Categories

Versions

Stem Tokens using ExampleSet (Operator Toolbox)

Synopsis

Replaces terms by pattern matching rules. This operator uses an ExampleSet to stem a list of words inside a ''Process Documents'' operator.

Description

This operator can be used in your ''Process Documents'' operator and allows to provide a custom list of tokens to be filtered out. It is like the Stem (Dictionary) operator, except the input here is an ExampleSet rather than a file.

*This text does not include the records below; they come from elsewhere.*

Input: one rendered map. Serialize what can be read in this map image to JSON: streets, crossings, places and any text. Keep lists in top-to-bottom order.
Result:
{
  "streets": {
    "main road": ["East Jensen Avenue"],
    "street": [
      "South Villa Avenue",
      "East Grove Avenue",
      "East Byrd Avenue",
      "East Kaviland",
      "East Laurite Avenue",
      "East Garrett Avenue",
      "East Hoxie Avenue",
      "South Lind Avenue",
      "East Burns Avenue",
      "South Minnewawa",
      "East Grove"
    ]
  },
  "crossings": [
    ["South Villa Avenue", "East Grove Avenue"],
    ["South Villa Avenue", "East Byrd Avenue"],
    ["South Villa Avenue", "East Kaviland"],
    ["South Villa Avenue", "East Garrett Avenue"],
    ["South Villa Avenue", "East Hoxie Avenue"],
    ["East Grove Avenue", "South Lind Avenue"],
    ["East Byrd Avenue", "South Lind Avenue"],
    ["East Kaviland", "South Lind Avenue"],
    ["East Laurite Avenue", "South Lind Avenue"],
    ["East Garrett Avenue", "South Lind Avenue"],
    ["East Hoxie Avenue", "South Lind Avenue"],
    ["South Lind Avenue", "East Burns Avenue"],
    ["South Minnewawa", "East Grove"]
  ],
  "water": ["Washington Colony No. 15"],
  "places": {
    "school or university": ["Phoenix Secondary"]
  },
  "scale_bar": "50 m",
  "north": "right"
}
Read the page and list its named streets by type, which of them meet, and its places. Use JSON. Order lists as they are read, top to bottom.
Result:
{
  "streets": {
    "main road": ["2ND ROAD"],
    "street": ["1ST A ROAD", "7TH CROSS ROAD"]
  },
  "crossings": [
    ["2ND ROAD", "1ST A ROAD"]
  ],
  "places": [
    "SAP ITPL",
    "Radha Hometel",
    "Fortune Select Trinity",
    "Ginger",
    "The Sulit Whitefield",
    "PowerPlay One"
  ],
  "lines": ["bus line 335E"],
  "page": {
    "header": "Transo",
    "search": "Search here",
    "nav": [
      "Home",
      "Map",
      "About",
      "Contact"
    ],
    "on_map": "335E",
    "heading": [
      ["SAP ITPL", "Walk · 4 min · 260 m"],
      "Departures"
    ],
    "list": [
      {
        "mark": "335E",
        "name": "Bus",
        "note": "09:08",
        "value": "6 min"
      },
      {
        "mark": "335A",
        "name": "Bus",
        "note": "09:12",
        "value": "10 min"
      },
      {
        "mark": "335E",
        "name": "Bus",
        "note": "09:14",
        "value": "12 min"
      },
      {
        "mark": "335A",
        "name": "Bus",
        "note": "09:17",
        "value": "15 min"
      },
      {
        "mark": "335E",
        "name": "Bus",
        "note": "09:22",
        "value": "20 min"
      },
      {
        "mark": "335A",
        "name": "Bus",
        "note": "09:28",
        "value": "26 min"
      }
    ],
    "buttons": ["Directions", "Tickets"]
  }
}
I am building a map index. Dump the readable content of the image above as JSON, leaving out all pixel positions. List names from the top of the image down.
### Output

It reduces terms to a base form using an external ExampleSet with replacement rules. The ExampleSet must contain a rule per line: targetExpression:pattern1 pattern2 ... where targetExpression is the term to which the input terms are reduced, if it matches any of the patterns. patternX is a simple string or a regular expression. A simple example would be a mapping like: weekday : .*day Please keep in mind, that very short words are filtered out in the default setting of the TextInput operators.

Input

  • doc

    The documents input port.

  • exa (Data Table)

    The ExampleSet with the tokens.

Output

  • doc

    The resulting document.

Parameters

  • attribute The name of the attribute that should be used for stemming. Range:

Tutorial Processes

Stem weekdays from a document

In this example we are replacing name of weekdays with the word ''weekday''.